Bug 26005

Summary: aspell (as used by recoll) is not compatible with aspell-sv, missing file
Product: Mageia Reporter: Morgan Leijström <fri>
Component: RPM PackagesAssignee: David GEIGER <geiger.david68210>
Status: RESOLVED INVALID QA Contact:
Severity: normal    
Priority: Normal CC: dglent, jf
Version: 7Keywords: UPSTREAM
Target Milestone: ---   
Hardware: All   
OS: Linux   
Whiteboard:
Source RPM: recoll-1.25.13-1.mga7.src.rpm CVE:
Status comment:

Description Morgan Leijström 2020-01-02 00:11:45 CET
Version-Release number of selected component (if applicable):
aspell 0.60.8-1.mga7
aspell-sv 0.51.0-17.mga7
recoll-full 1.25.13-1.mga7

I believe the problem is with aspell/aspell-sv, recoll only triggers and detect it per below:

Description of problem & Steps to Reproduce:

1. urpmi recoll-full aspell-sv
2. Start recoll indexing
3. After a while recoll shows a popup message:

" Non-fatal indexing message: 
aspell : aspell dictionary creation command failed: /usr/bin/aspell --lang=swedish --encoding=utf-8 create master /home/morgan/.recoll/aspdict.swedish.rws One possible reason might be missing language data files for lang = swedish. Maybe try to execute the command by hand for a better diag.
   "

Testing that failing command manually:
$ LC_ALL=C /usr/bin/aspell --lang=swedish --encoding=utf-8 create master /home/morgan/.recoll/aspdict.swedish.rws
Error: The language "swedish" is not known. This is probably because: the file "/usr/lib64/aspell-0.60/swedish.dat" can not be opened for reading.

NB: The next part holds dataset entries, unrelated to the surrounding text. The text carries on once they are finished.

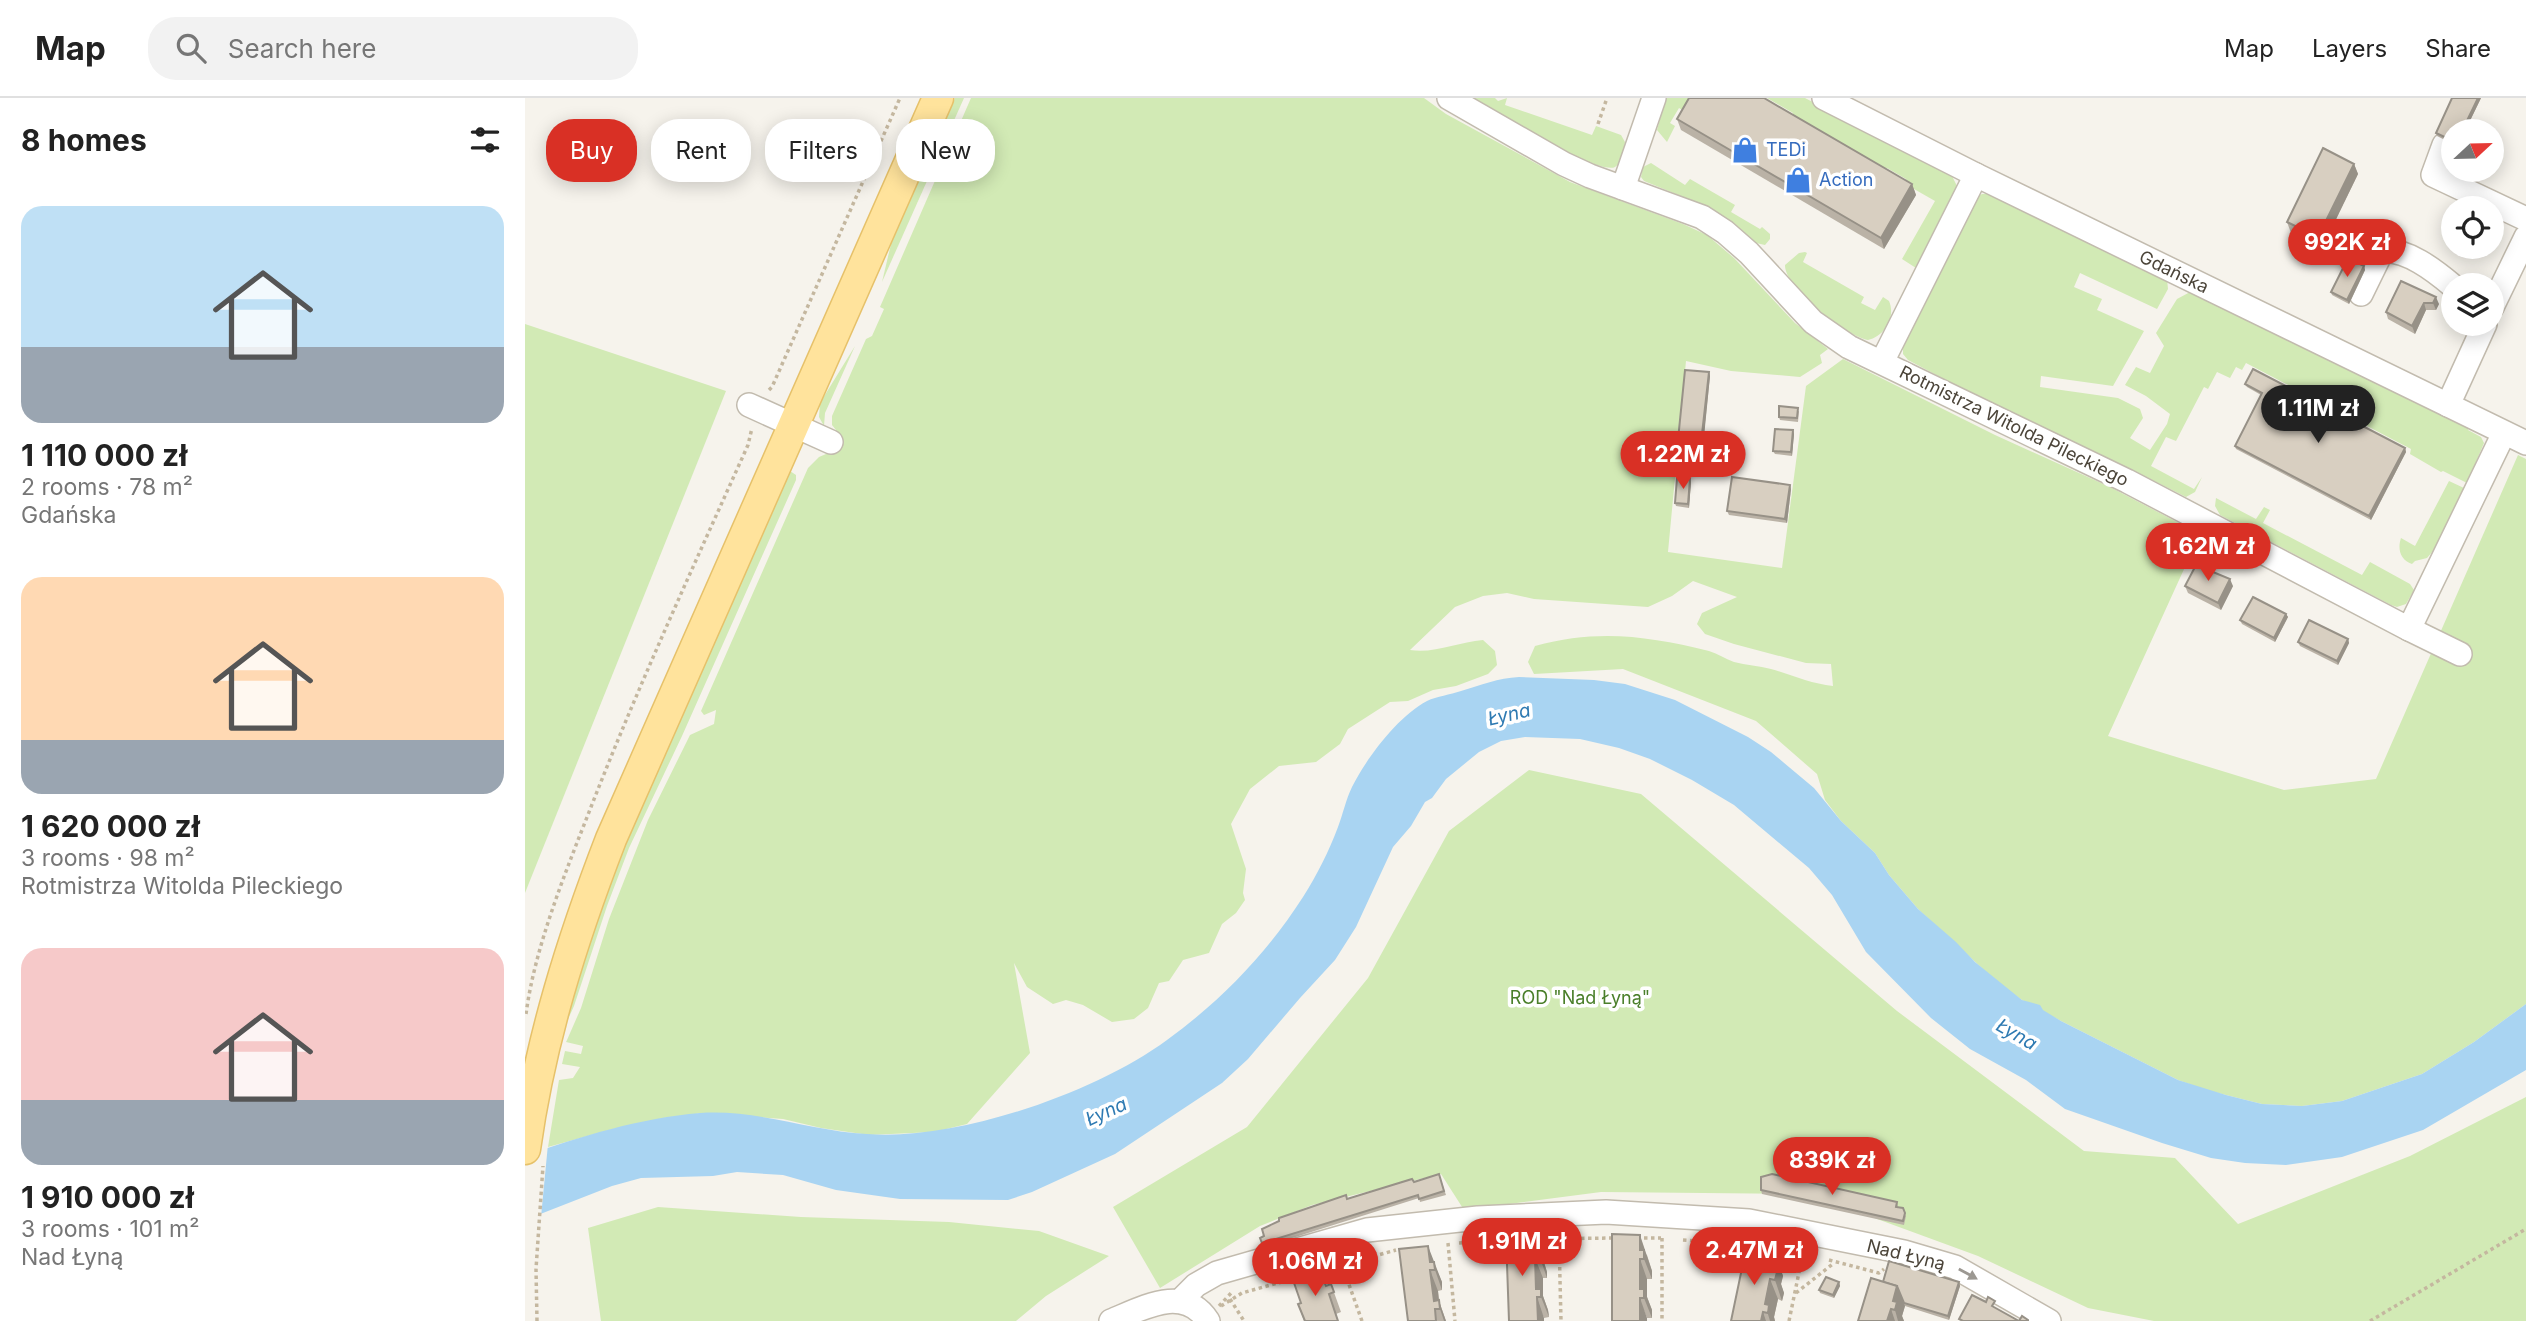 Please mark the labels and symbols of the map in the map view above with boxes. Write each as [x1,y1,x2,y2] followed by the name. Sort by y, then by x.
[2441,119,2504,182] north arrow
[1730,135,1760,165] shop icon: TEDi
[1766,139,1806,160] place label: TEDi
[1783,165,1813,195] shop icon: Action
[1819,169,1873,190] place label: Action
[2282,220,2412,279] pin: 992K zł
[2136,246,2212,297] street label: Gdańska
[1896,361,2132,490] street label: Rotmistrza Witolda Pileckiego
[2246,386,2390,445] pin: 1.11M zł
[1611,432,1755,491] pin: 1.22M zł
[2136,524,2280,583] pin: 1.62M zł
[1486,698,1533,731] water label: Łyna
[1510,987,1650,1008] park label: ROD "Nad Łyną"
[1992,1014,2041,1055] water label: Łyna
[1082,1092,1131,1131] water label: Łyna
[1767,1138,1897,1197] pin: 839K zł
[1450,1218,1594,1278] pin: 1.91M zł
[1682,1228,1826,1287] pin: 2.47M zł
[1865,1235,1948,1274] street label: Nad Łyną
[1243,1238,1387,1298] pin: 1.06M zł
[1958,1268,1978,1280] one-way arrow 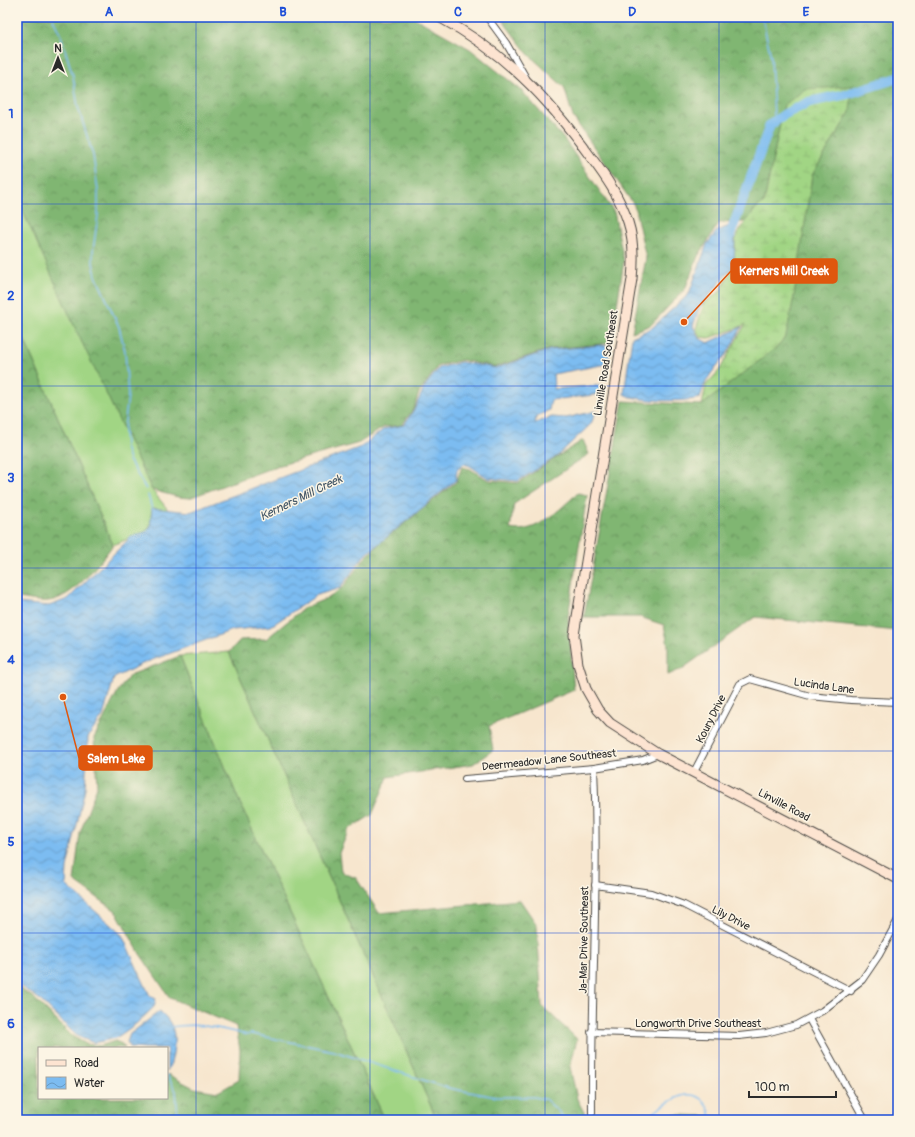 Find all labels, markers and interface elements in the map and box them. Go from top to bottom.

Simple attempt to workaround by making a soft link:
# cd /usr/lib64/aspell-0.60/
# ln -s sv.dat swedish.dat
=> Result:
Now aspell simply get stuck consuming no CPU, have to kill it by ctrl-C
Comment 1 Lewis Smith 2020-01-02 22:01:00 CET
Since aspell is widely used, I think it better to stick this one on recoll at least for starters. aspell might indeed be the culprit.

Assigning to DavidG as the main committer; CC Dimitrios as the registered maintainer, for his opinion.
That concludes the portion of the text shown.